-------- Data for this exercise

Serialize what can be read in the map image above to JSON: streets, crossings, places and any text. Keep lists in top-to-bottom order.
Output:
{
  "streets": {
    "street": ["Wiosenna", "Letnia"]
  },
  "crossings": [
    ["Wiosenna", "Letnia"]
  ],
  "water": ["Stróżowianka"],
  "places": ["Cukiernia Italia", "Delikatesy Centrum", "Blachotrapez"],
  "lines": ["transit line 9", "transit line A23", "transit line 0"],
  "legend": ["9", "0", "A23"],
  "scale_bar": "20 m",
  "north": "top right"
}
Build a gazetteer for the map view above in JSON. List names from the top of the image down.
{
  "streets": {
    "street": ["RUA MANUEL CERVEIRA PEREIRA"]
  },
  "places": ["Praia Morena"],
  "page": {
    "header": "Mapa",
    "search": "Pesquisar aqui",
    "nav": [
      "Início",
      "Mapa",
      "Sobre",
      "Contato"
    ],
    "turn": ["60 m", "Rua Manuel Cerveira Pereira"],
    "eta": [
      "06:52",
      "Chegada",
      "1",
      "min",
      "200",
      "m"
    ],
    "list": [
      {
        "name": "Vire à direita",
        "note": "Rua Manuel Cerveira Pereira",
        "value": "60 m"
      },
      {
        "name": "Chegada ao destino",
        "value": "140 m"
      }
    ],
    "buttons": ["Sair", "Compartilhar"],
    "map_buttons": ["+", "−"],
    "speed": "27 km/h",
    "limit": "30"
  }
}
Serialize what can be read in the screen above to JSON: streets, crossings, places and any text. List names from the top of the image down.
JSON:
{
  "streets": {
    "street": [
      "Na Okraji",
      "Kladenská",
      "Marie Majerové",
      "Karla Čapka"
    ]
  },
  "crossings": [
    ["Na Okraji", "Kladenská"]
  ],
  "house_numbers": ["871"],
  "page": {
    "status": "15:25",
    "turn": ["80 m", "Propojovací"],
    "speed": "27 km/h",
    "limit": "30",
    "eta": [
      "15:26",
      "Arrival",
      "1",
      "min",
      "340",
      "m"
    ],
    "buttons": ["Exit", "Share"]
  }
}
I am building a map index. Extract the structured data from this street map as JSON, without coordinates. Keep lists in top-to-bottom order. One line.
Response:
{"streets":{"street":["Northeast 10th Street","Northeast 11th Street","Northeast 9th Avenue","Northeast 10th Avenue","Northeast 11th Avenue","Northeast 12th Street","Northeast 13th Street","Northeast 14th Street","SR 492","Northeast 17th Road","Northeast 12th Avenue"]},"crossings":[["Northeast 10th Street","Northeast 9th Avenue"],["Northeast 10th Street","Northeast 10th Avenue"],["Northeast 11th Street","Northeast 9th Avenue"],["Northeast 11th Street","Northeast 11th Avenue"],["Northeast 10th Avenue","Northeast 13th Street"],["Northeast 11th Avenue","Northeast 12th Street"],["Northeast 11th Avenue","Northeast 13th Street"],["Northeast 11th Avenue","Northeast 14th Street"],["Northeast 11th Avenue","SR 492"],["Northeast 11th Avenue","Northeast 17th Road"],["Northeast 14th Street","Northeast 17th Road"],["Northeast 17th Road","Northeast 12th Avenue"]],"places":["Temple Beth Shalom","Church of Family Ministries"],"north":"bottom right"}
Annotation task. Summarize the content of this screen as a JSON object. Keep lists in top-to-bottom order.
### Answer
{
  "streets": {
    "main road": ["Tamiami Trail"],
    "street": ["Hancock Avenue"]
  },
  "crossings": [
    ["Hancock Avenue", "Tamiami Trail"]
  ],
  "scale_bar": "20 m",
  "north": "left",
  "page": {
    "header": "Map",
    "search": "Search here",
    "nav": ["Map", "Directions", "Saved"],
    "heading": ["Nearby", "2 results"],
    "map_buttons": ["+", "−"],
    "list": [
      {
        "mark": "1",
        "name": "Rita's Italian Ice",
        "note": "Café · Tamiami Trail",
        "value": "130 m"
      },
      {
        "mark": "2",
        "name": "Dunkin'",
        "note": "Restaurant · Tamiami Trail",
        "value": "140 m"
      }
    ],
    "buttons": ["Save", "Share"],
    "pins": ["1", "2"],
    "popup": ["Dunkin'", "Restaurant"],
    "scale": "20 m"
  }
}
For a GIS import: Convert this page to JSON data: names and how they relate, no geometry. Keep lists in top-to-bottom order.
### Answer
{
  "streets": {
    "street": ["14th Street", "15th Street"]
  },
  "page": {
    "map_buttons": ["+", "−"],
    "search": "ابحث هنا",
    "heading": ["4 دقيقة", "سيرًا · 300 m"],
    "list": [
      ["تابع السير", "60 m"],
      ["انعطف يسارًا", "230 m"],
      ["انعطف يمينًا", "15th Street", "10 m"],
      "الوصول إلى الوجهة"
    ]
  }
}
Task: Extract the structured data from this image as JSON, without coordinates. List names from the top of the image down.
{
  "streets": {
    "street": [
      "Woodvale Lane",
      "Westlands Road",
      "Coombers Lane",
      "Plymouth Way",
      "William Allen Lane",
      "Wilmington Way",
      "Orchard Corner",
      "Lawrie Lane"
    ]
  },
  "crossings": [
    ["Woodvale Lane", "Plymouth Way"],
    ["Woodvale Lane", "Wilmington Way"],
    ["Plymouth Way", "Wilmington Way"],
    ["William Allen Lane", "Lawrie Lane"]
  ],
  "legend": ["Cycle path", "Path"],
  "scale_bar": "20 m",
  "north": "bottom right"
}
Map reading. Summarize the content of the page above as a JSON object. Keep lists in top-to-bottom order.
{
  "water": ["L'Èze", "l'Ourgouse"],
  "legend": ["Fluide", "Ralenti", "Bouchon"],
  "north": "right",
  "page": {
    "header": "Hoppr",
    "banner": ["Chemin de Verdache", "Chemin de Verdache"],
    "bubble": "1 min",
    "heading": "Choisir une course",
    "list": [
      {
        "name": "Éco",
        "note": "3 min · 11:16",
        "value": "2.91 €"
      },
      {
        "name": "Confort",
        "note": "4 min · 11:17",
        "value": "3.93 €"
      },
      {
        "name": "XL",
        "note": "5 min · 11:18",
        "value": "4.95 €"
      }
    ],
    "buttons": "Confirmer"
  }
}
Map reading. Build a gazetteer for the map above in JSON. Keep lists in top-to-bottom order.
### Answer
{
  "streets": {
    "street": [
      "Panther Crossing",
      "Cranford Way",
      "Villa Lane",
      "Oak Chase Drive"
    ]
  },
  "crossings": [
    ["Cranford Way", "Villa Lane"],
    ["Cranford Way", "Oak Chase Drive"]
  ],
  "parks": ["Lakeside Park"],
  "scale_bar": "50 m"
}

----------------

### The task
Show all lines from the records above where the word "text" occurs.

### Written reply
Serialize what can be read in the map image above to JSON: streets, crossings, places and any text. Keep lists in top-to-bottom order.
Serialize what can be read in the screen above to JSON: streets, crossings, places and any text. List names from the top of the image down.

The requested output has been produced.